Hey Daren, I don't have any pics but I did go and look at the logs. I am buying 2 of the logs tomorrow. One log is 20" on the small end and the other is 24" on the small and both right at 9'. He is gonna sell both of them to me for 140.00 and throw in 2 sycamore logs roughly around the same size as the walnut and also give me as much walnut under 10" diameter by around 8-14' long that I want. It sounds like a pretty good deal to me but im no expert. He also has plenty of ash for free if I want it. Ive never worked with any ash and not sure if it's worth the trouble. Any thoughts?


----------



## Daren

firefighteremt153 said:


> . I am buying 2 of the logs tomorrow. One log is 20" on the small end and the other is 24" on the small and both right at 9'. He is gonna sell both of them to me for 140.00 and throw in 2 sycamore logs roughly around the same size as the walnut and also give me as much walnut under 10" diameter by around 8-14' long that I want.
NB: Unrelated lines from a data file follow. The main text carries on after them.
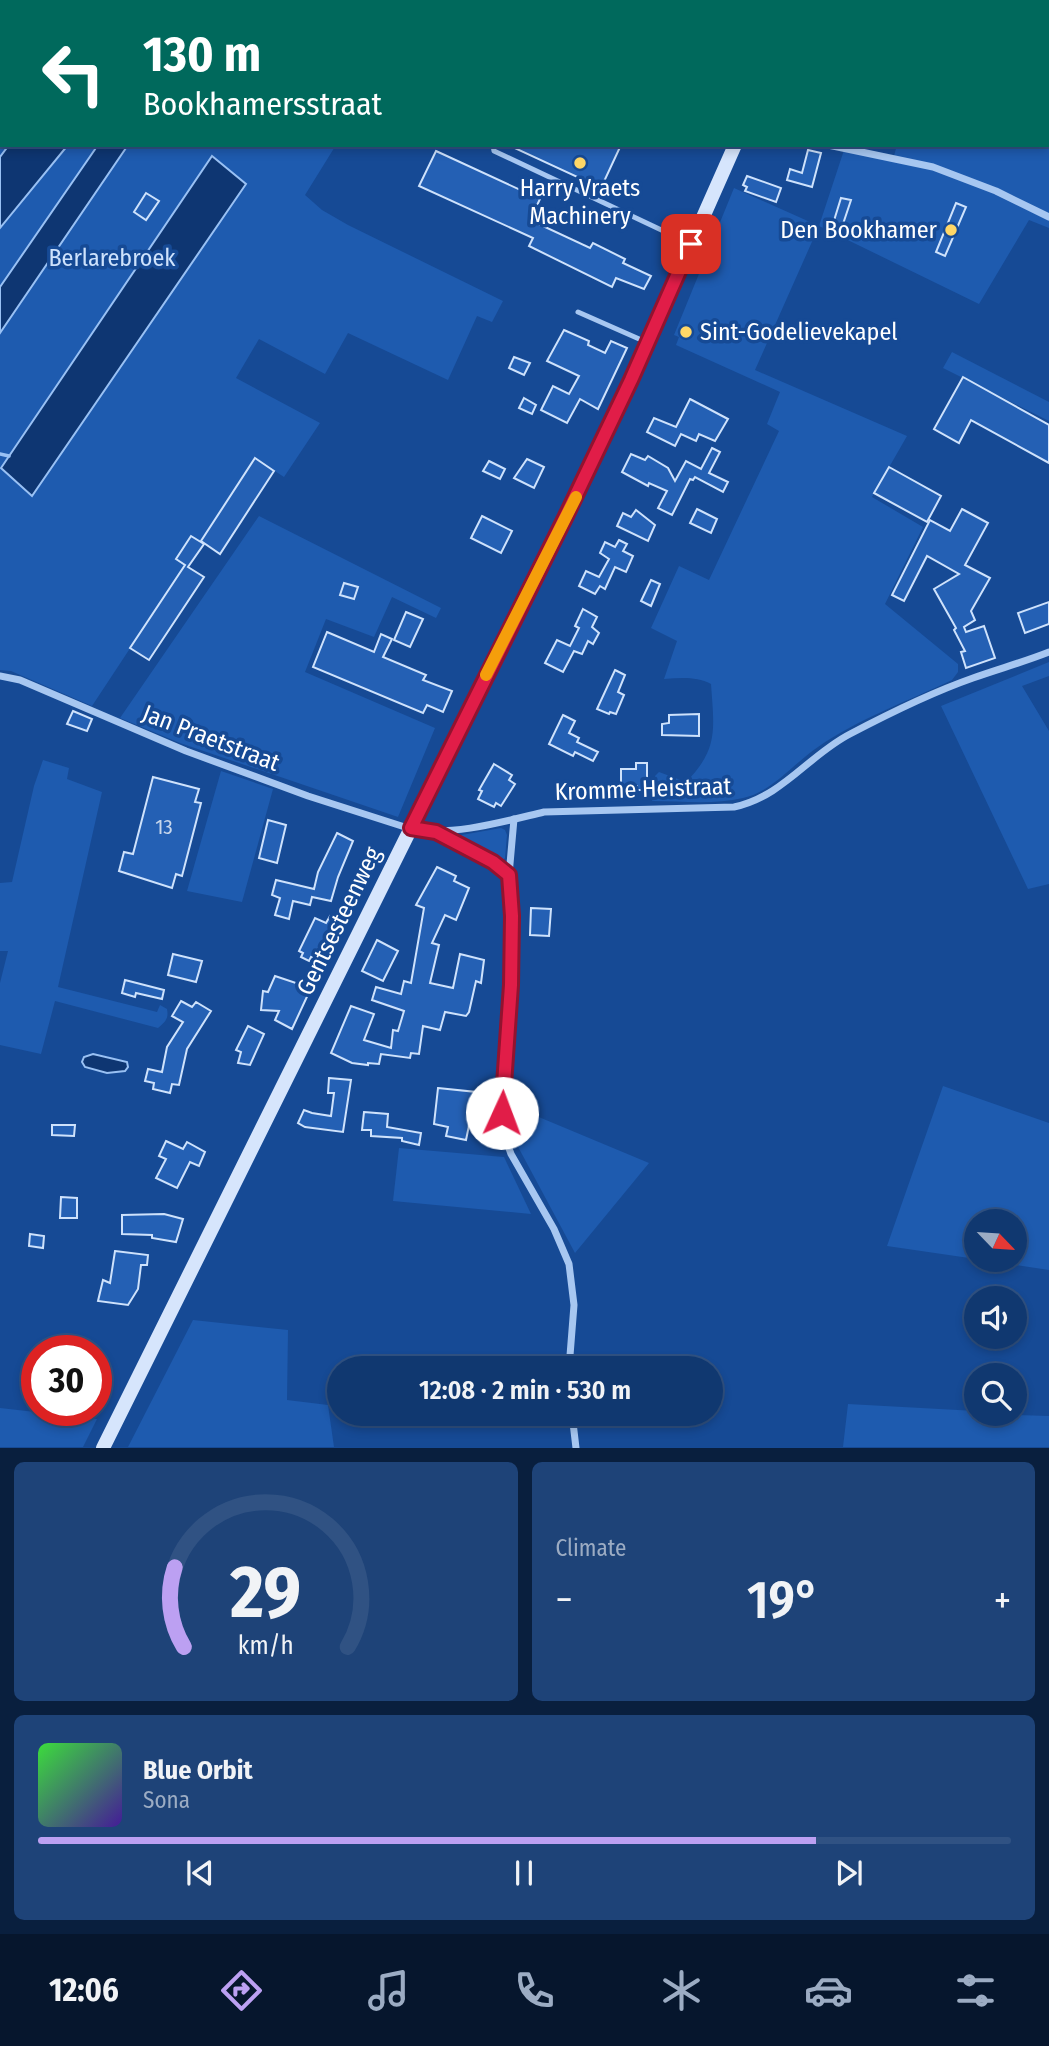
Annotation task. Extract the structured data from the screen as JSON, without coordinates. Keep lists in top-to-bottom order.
{
  "streets": {
    "main road": ["Gentsesteenweg"],
    "street": ["Jan Praetstraat", "Kromme Heistraat"]
  },
  "crossings": [
    ["Jan Praetstraat", "Kromme Heistraat"],
    ["Jan Praetstraat", "Gentsesteenweg"],
    ["Kromme Heistraat", "Gentsesteenweg"]
  ],
  "parks": ["Berlarebroek"],
  "places": ["Harry Vraets Machinery", "Den Bookhamer", "Sint-Godelievekapel"],
  "house_numbers": ["13"],
  "north": "bottom right",
  "page": {
    "turn": ["130 m", "Bookhamersstraat"],
    "limit": "30",
    "trip": "12:08 · 2 min · 530 m",
    "tile": "Climate",
    "heat": ["−", "19°", "+"],
    "song": ["Blue Orbit", "Sona"],
    "tabs": "12:06",
    "gauge": ["29", "km/h"]
  }
}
It sounds like a pretty good deal to me but im no expert. He also has plenty of ash for free if I want it. Ive never worked with any ash and not sure if it's worth the trouble. Any thoughts?


Buy the walnut at that price, for sure take the free sycamore. The little walnut is stuff he is trying to "clean up", that is your call it will not yield much lumber but makes good firewood if nothing else and the guy was fair on the other logs (but don't get stuck doing "yard work", picking up limbs). Ash is great wood, even smaller logs, take all you can get.


----------



## dirtclod

Someone gave us a load of small logs. We cut some on the mill and were going to make all the rest into firewood but there was a small ash that stood out. It was 12' long, only a few very small knots, and very straight. I made a nice heart-centered beam. I use beams like that to support lumber stacks during drying and to weigh them down. And when their numbers increase will eventually sell them.









Millers generally don't like small logs. Their setup times equal a larger higher yield log. Some offer a "squaring" charge for making post for fences and buildings that is a better deal than their board foot charges.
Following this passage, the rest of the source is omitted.